Toen de oprichters de Amerikaanse grondwet schreven, verbood de Britse wet personen geboren buiten Engeland of het Britse Rijk om ooit in het Lagerhuis te mogen dienen. Door leden van het Huis minimaal zeven jaar Amerikaans staatsburger te laten zijn, vonden de oprichters dat ze de noodzaak om buitenlandse inmenging in Amerikaanse aangelegenheden te voorkomen in evenwicht hielden en het Huis dicht bij de mensen hielden. Bovendien wilden de oprichters immigranten niet ontmoedigen om naar de nieuwe natie te komen.
Als 25 jong voor u klinkt, moet u er rekening mee houden dat de oprichters eerst de minimumleeftijd om in het huis te dienen op 21 hebben ingesteld, hetzelfde als de stemgerechtigde leeftijd. Tijdens het Constitutionele Verdrag verhuisde afgevaardigde George Mason uit Virginia om de leeftijd op 25 te zetten. Mason betoogde dat sommigen zouden moeten passeren tussen het vrij worden om hun eigen zaken te beheren en het beheer van de "zaken van een grote natie". Ondanks een bezwaar van Pennsylvania afgevaardigde James Wilson, werd het amendement van Mason goedgekeurd bij een stemming van zeven staten tegen drie.

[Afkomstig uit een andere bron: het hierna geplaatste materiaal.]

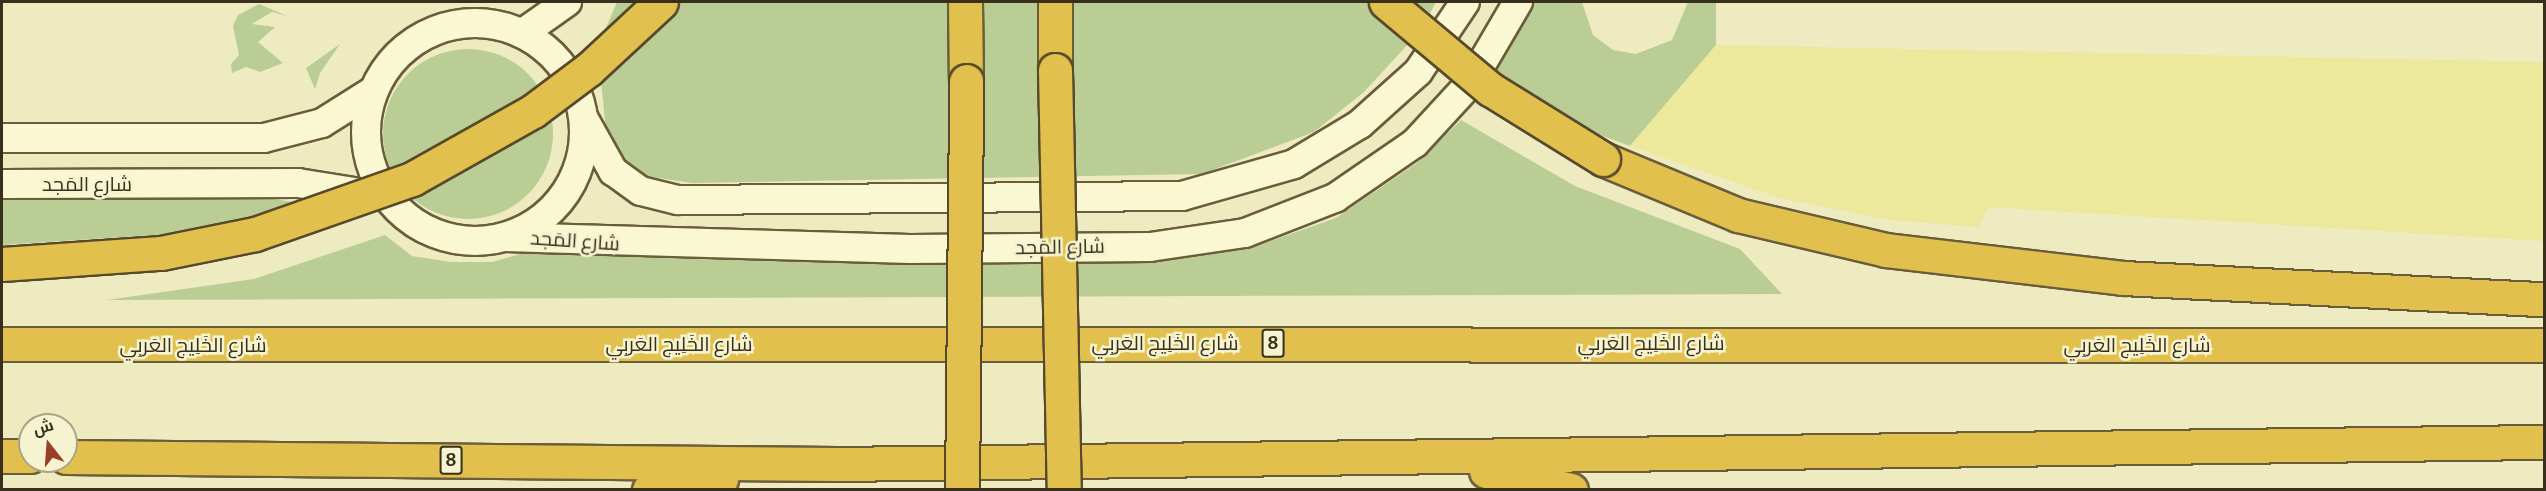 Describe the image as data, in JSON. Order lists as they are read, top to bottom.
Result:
{
  "streets": {
    "highway": ["شارع الخَلِيج العَربِي", "8"],
    "street": ["شارع المَجد"]
  },
  "north": "top"
} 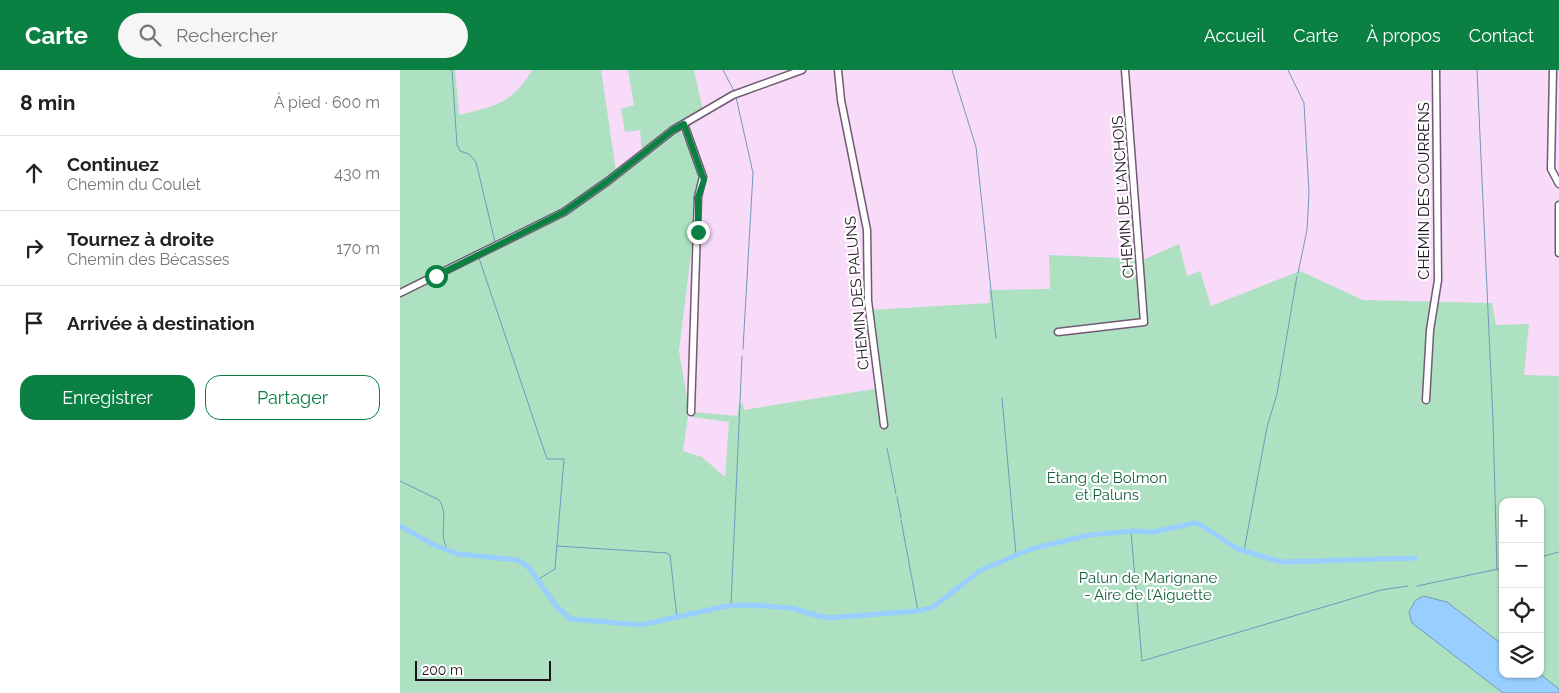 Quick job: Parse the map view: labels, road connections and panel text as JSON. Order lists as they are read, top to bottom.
{
  "streets": {
    "street": ["CHEMIN DES COURRENS", "CHEMIN DE L'ANCHOIS", "CHEMIN DES PALUNS"]
  },
  "parks": ["Étang de Bolmon et Paluns", "Palun de Marignane - Aire de l'Aiguette"],
  "scale_bar": "200 m",
  "page": {
    "header": "Carte",
    "search": "Rechercher",
    "nav": [
      "Accueil",
      "Carte",
      "À propos",
      "Contact"
    ],
    "heading": ["8 min", "À pied · 600 m"],
    "list": [
      ["Continuez", "Chemin du Coulet", "430 m"],
      ["Tournez à droite", "Chemin des Bécasses", "170 m"],
      "Arrivée à destination"
    ],
    "buttons": ["Enregistrer", "Partager"],
    "map_buttons": ["+", "−"],
    "scale": "200 m"
  }
} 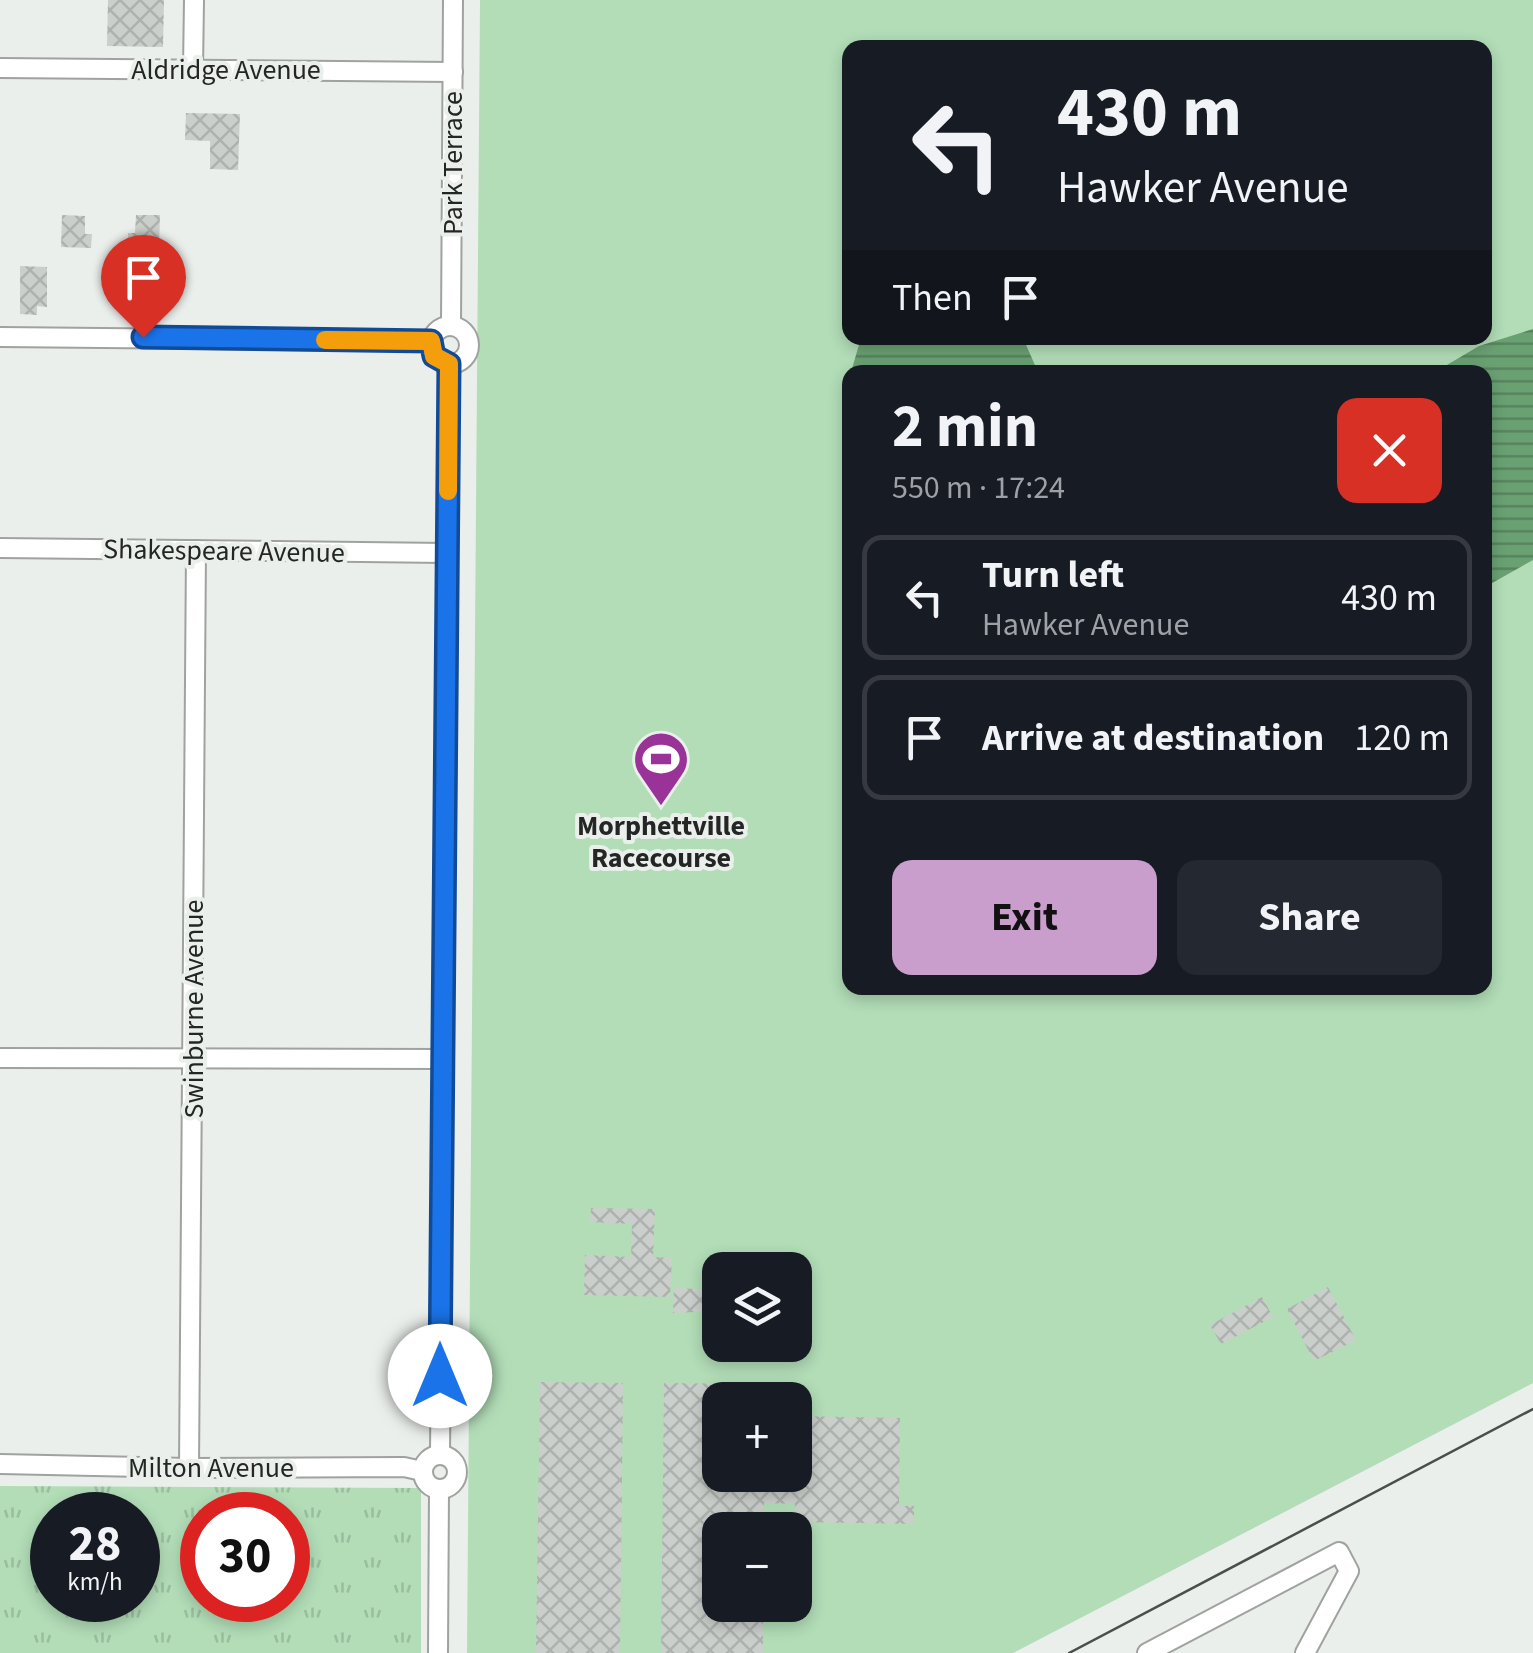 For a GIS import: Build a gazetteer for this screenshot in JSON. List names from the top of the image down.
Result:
{
  "streets": {
    "street": [
      "Aldridge Avenue",
      "Park Terrace",
      "Shakespeare Avenue",
      "Swinburne Avenue",
      "Milton Avenue"
    ]
  },
  "crossings": [
    ["Aldridge Avenue", "Park Terrace"],
    ["Shakespeare Avenue", "Swinburne Avenue"],
    ["Swinburne Avenue", "Milton Avenue"]
  ],
  "places": {
    "sports": ["Morphettville Racecourse"]
  },
  "page": {
    "turn": ["430 m", "Hawker Avenue"],
    "then": "Then",
    "heading": ["2 min", "550 m · 17:24"],
    "list": [
      {
        "name": "Turn left",
        "note": "Hawker Avenue",
        "value": "430 m"
      },
      {
        "name": "Arrive at destination",
        "value": "120 m"
      }
    ],
    "buttons": ["Exit", "Share"],
    "map_buttons": ["+", "−"],
    "speed": "28 km/h",
    "limit": "30"
  }
} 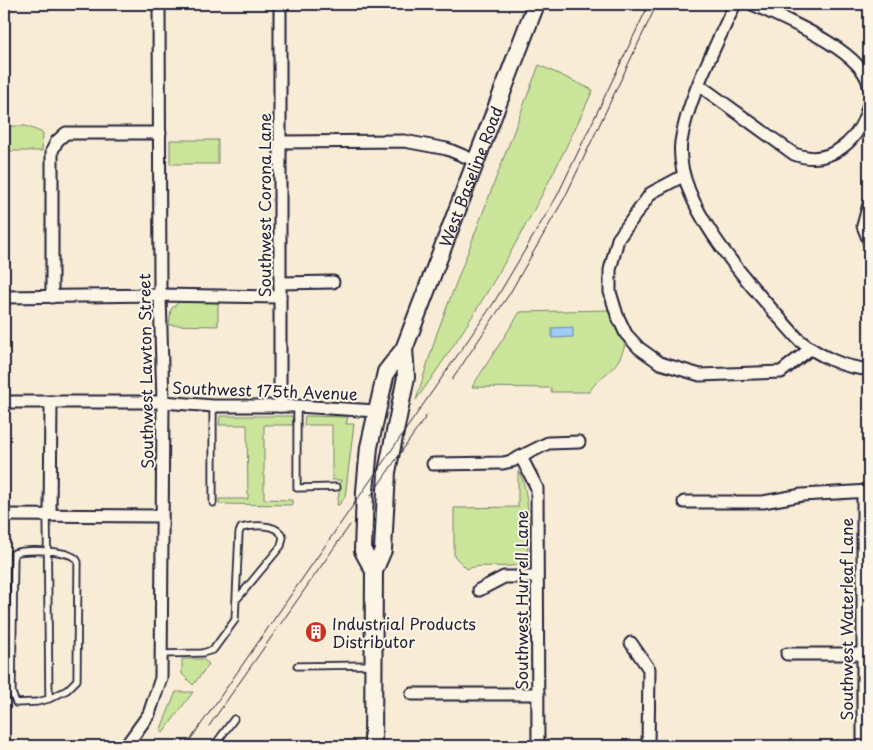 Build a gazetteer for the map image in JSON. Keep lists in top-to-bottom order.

Ondanks de leeftijdsbeperking van 25 jaar zijn er zeldzame uitzonderingen geweest. Bijvoorbeeld, William Claiborne van Tennessee werd de jongste persoon die ooit in het huis diende toen hij werd verkozen en gezeten in 1797 op 22-jarige leeftijd, Claiborne mocht dienen op grond van artikel I, sectie 5 van de Grondwet, die het huis geeft zelf de autoriteit om te bepalen of gekozen leden geschikt zijn om te zitten.
Phaedra Trethan is een freelance schrijver en een voormalig redacteur van de krant The Philadelphia Inquirer.